L’affondo non è arrivato subito, ma Matteo Renzi lo ha detto con veemenza ai magistrati: “Più sentenze, meno interviste”. Bruciano al premier e segretario del Pd, oggi impegnato nell’assemblea di partito, le critiche arrivate dal procuratore nazionale antimafia Franco Roberti, che intervistato dal Messaggero ha detto: “Secondo me bisogna applicare alla corruzione gli stessi strumenti che oggi usiamo per il contrasto alle mafie. È per questo che a mio avviso i provvedimenti messi in cantiere dal governo non sono sufficienti”. E per quanto riguarda “l’intervento che blocca la prescrizione tra un grado e l’altro di giudizio – ha proseguito il procuratore nazionale – ricalca un progetto del Pd su cui sono stato audito. Preferivo il progetto presentato dai Cinque stelle che prevede la cessazione della prescrizione una volta che viene esercitata l’azione penale”.

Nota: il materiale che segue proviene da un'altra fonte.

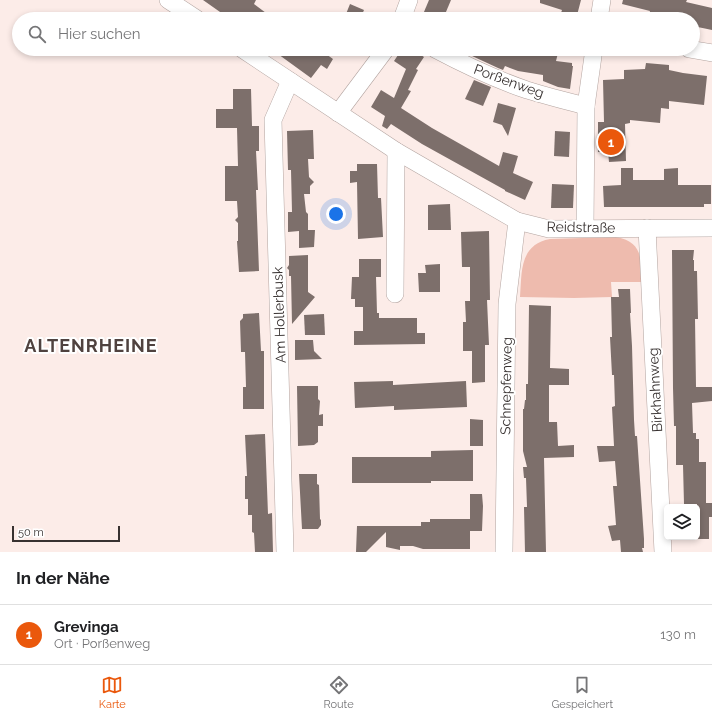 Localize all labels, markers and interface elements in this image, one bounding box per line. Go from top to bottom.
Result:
search box [12,12,700,56]
icon: search [26,23,48,45]
text: Hier suchen [58,25,141,43]
street label: Porßenweg [472,61,546,101]
pin: 1 [598,127,624,157]
your location [326,204,346,224]
street label: Reidstraße [546,218,616,236]
street label: Am Hollerbusk [269,266,289,363]
district label: ALTENRHEINE [24,335,158,356]
street label: Schnepfenweg [497,337,515,435]
street label: Birkhahnweg [645,347,665,433]
map controls [664,504,700,540]
button: layers [664,504,700,540]
scale bar [12,524,120,543]
text: 50 m [18,526,44,539]
text: In der Nähe [16,568,110,588]
text: Grevinga [54,618,119,636]
text: 1 [26,627,32,642]
text: 130 m [660,627,696,642]
text: Ort · Porßenweg [54,636,150,651]
tab: Karte [99,674,126,711]
tab: Route [324,674,354,711]
tab: Gespeichert [551,674,613,711] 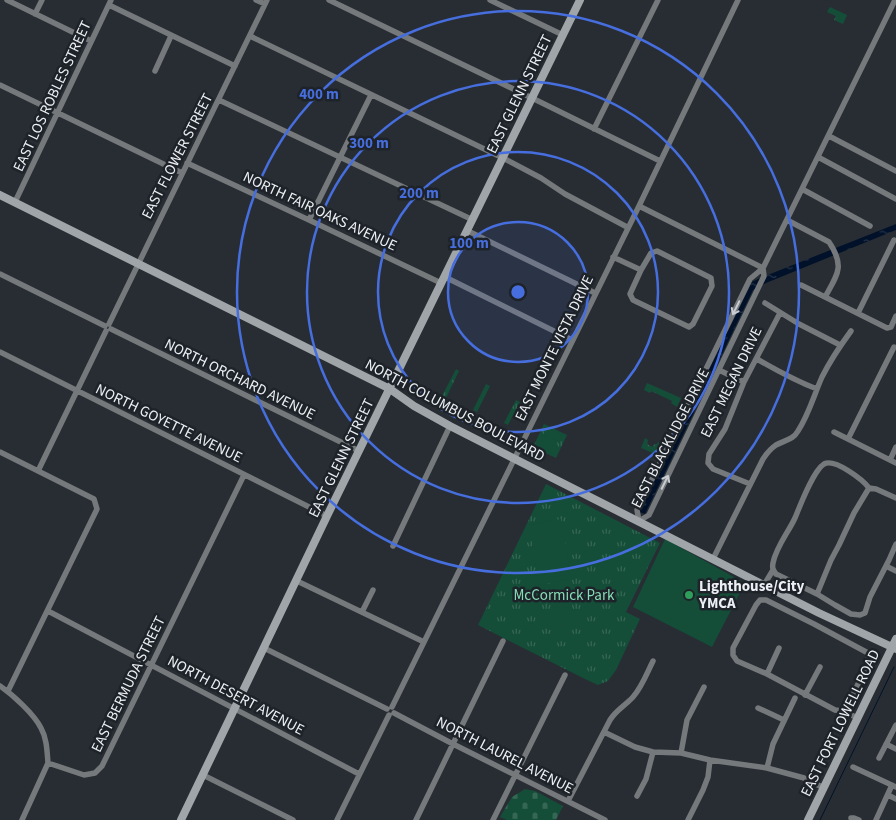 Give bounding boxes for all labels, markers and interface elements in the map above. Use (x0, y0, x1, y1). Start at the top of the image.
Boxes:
street label: EAST LOS ROBLES STREET (8, 17, 97, 175)
street label: EAST GLENN STREET (482, 31, 557, 157)
text: 400 m (299, 84, 339, 105)
street label: EAST FLOWER STREET (137, 90, 218, 223)
text: 300 m (349, 133, 389, 154)
street label: NORTH FAIR OAKS AVENUE (239, 167, 400, 256)
text: 200 m (399, 183, 439, 204)
text: 100 m (449, 233, 489, 254)
street label: EAST MONTE VISTA DRIVE (510, 272, 599, 425)
centre of rings (509, 283, 527, 301)
one-way arrow (731, 300, 740, 315)
street label: EAST MEGAN DRIVE (695, 323, 767, 441)
street label: NORTH ORCHARD AVENUE (161, 334, 319, 425)
street label: NORTH COLUMBUS BOULEVARD (361, 354, 548, 467)
street label: EAST BLACKLIDGE DRIVE (626, 365, 715, 512)
street label: NORTH GOYETTE AVENUE (92, 379, 246, 468)
street label: EAST GLENN STREET (304, 395, 379, 521)
one-way arrow (660, 474, 670, 489)
place label: Lighthouse/City YMCA (698, 576, 805, 614)
park label: McCormick Park (513, 585, 615, 606)
marker: Lighthouse/City YMCA (683, 589, 695, 601)
street label: EAST BERMUDA STREET (86, 613, 171, 756)
street label: EAST FORT LOWELL ROAD (796, 646, 885, 800)
street label: NORTH DESERT AVENUE (164, 650, 308, 740)
street label: NORTH LAUREL AVENUE (433, 712, 577, 799) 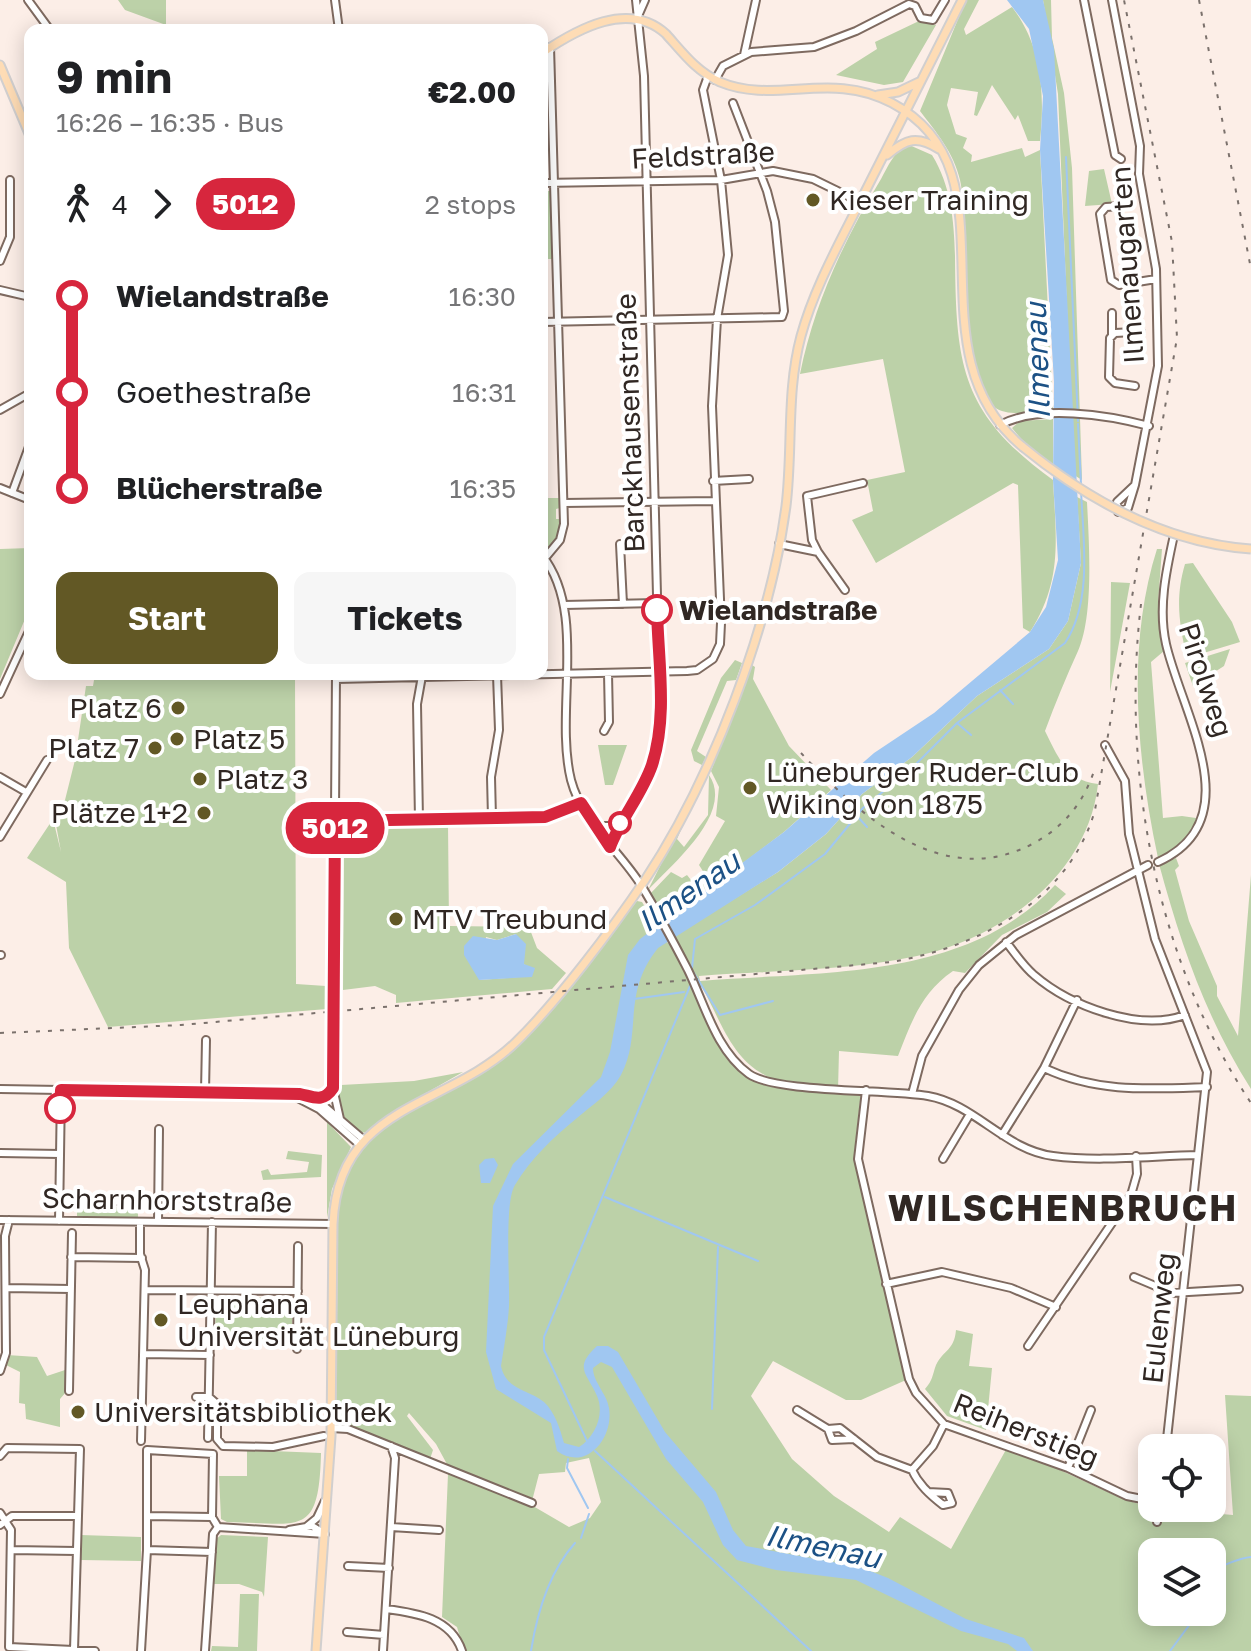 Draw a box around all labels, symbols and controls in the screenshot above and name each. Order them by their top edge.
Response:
text: 9 min [56,50,172,103]
text: €2.00 [428,74,516,110]
text: 16:26 – 16:35 · Bus [56,107,284,138]
street label: Feldstraße [630,134,775,175]
street label: Ilmenaugarten [1103,165,1150,365]
icon: walk [56,182,100,226]
icon: forward [140,182,184,226]
place label: Kieser Training [829,183,1029,216]
text: 5012 [212,187,279,220]
text: 4 [112,189,128,220]
text: 2 stops [425,189,516,220]
marker: Kieser Training [804,191,822,209]
text: Wielandstraße [116,278,329,314]
text: 16:30 [449,281,516,312]
street label: Barckhausenstraße [608,293,651,553]
water label: Ilmenau [1017,300,1057,420]
text: Goethestraße [116,374,311,410]
text: 16:31 [452,377,516,408]
text: Blücherstraße [116,470,323,506]
text: 16:35 [450,473,516,504]
button: Start [56,572,278,664]
button: Tickets [294,572,516,664]
place label: Wielandstraße [679,593,878,626]
marker: Wielandstraße [642,595,672,625]
street label: Pirolweg [1173,619,1240,741]
place label: Platz 6 [69,691,162,724]
marker: Platz 6 [169,699,187,717]
place label: Platz 5 [193,722,285,755]
marker: Platz 5 [168,730,186,748]
place label: Platz 7 [48,731,139,764]
marker: Platz 7 [146,739,164,757]
place label: Lüneburger Ruder-Club Wiking von 1875 [766,755,1079,820]
place label: Platz 3 [216,762,308,795]
marker: Platz 3 [191,770,209,788]
marker: Lüneburger Ruder-Club Wiking von 1875 [741,779,759,797]
place label: Plätze 1+2 [51,796,188,829]
line badge: 5012 [279,802,391,854]
marker: Plätze 1+2 [195,804,213,822]
text: 5012 [302,811,368,844]
unlabelled marker [609,812,631,834]
water label: Ilmenau [630,842,748,939]
place label: MTV Treubund [412,902,607,935]
marker: MTV Treubund [387,910,405,928]
unlabelled marker [45,1093,75,1123]
street label: Scharnhorststraße [42,1181,292,1218]
district label: WILSCHENBRUCH [888,1186,1238,1229]
street label: Eulenweg [1135,1251,1182,1385]
place label: Leuphana Universität Lüneburg [177,1287,460,1352]
marker: Leuphana Universität Lüneburg [152,1311,170,1329]
street label: Reiherstieg [949,1385,1104,1474]
place label: Universitätsbibliothek [94,1395,392,1428]
marker: Universitätsbibliothek [69,1403,87,1421]
map controls [1138,1434,1226,1626]
button: locate [1138,1434,1226,1522]
water label: Ilmenau [762,1516,886,1576]
button: layers [1138,1538,1226,1626] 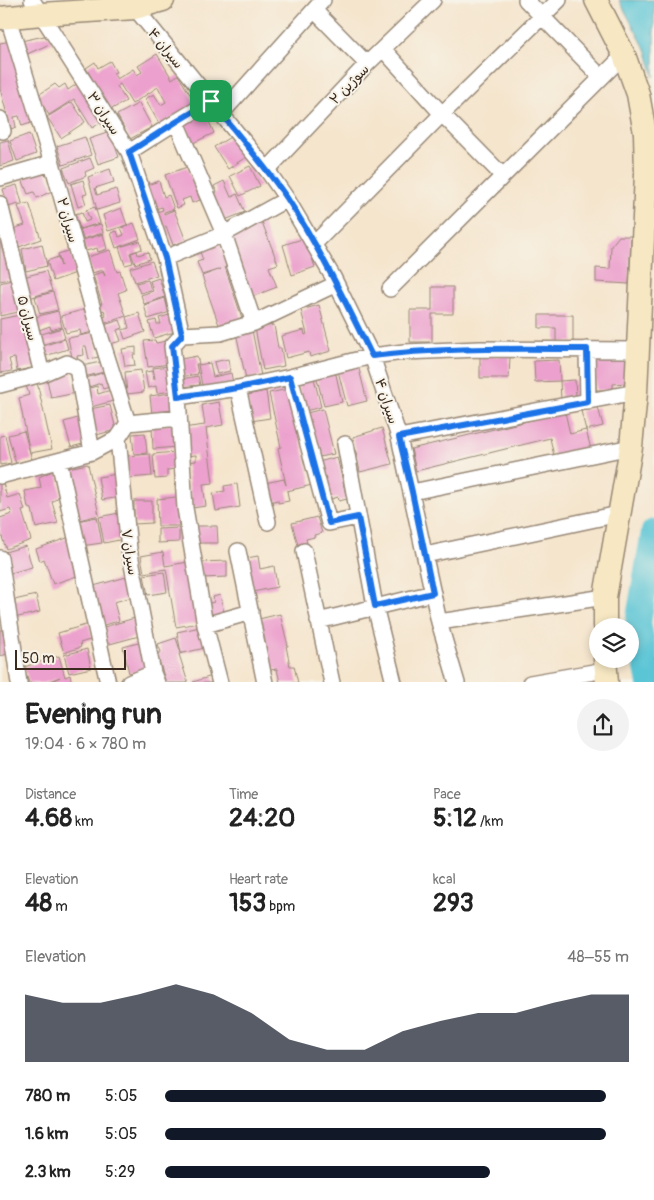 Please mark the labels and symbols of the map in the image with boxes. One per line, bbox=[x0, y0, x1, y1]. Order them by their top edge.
street label: سیران ۴ bbox=[144, 25, 187, 72]
street label: سوژین ۲ bbox=[326, 61, 373, 108]
pin bbox=[190, 80, 232, 122]
street label: سیران ۳ bbox=[83, 89, 124, 138]
street label: سیران ۲ bbox=[53, 196, 82, 244]
street label: سیران ۵ bbox=[14, 294, 41, 343]
street label: سیران ۴ bbox=[371, 376, 402, 426]
street label: سیران ۷ bbox=[117, 528, 142, 576]
scale bar bbox=[15, 648, 126, 671] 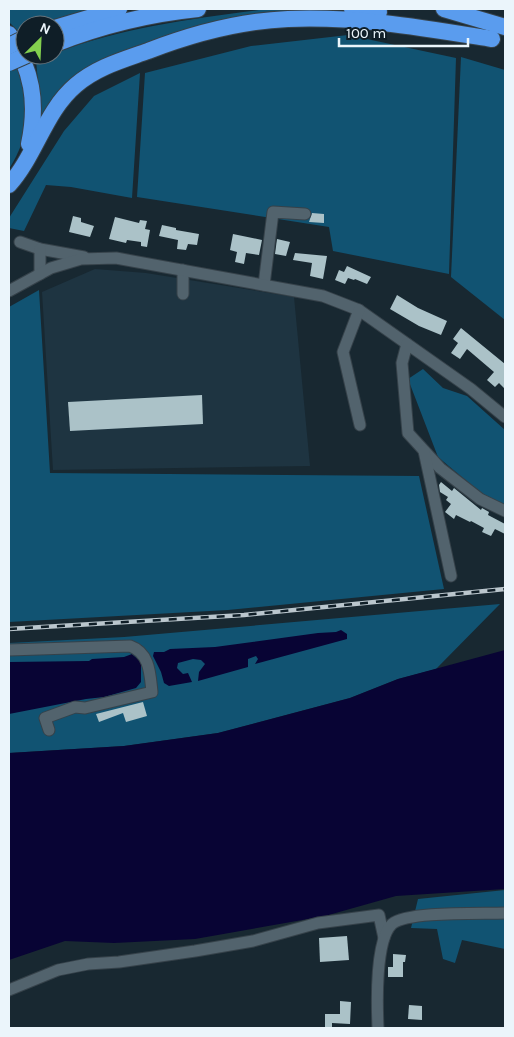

A Renzi per ora risponde il presidente dell’Anm, Rodolfo Sabelli, interpellato dall’Adnkrono: “I magistrati fanno la loro parte con il lavoro quotidiano, ma la magistratura associata non può rinunciare a fornire il proprio contributo che viene dall’esperienza qualificata di chi si confronta con il lavoro giudiziario nei tribunali italiani. I nostri interventi vanno considerati uno stimolo e una collaborazione perché dall’applicazione delle leggi possano derivare i migliori risultati. Chi meglio di chi lavora sul campo può indicare quali siano le reali esigenze legate all’organizzazione del lavoro giudiziario? Quando ad esempio segnaliamo che servono interventi per l’organico dei cancellieri, quando diciamo che occorrono norme adeguate sulla prescrizione, quando sottolineiamo che occorre estendere alla lotta alla corruzione gli strumenti utilizzati nella lotta alla mafia, non facciamo altro che dare indicazioni su quali possano essere sul piano concreto gli strumenti normativi più adeguati, in base all’esperienza che ci deriva dal nostro lavoro quotidiano”.
A deludere i “tecnici del diritto” l’uscita dal pacchetto anti corruzione il “sistema premiale” per i collaboratori di giustizia nelle inchieste sulla corruzione, come già accade per quelle sulle organizzazioni criminali da 416 bis. Un provvedimento invocato oltre che da Roberti anche da Giuseppe Pignatone e Raffaele Cantone. Eppure l’ex procuratore capo di Palermo e Reggio Calabria che, con l’inchiesta Mafia Capitale, ha liberato la Procura di Roma dalla nebbia che l’ha quasi sempre avvolta, era stato chiarissimo il giorno prima del Cdm: “Non mi permetto di parlare delle misure annunciate dal presidente del Consiglio. Dico solo che, insieme alle iniziative sulla prescrizione, sarebbe estremamente utile qualche forma di sistema premiale. Se con la mafia grandi risultati sono stati ottenuti anche grazie ai sistemi premiali, con i collaboratori di giustizia, forse qualche provvedimento legislativo anche in questo campo è necessario; se lasciamo tutto intatto è più difficile”. Anche l’ex pm anti camorra da qualche mese mister Anti corruzione aveva auspicato “sconti di pena per chi collabora”. Ma il premio per i “pentiti” non è stato più inserito.
Nell’intervista al quotidiano romano Roberti ha anche elogiato timidamente i provvedimenti governativi: “Credo che l’iniziativa del governo sia apprezzabile ma ancora troppo timidi gli interventi normativi nel contrasto alla corruzione. Anche perché questi interventi, apprezzabili ma minimali, potevano essere affidati a un decreto legge. Se si è scelta la strada del disegno di legge, con tempi più distesi, allora si può fare di più”.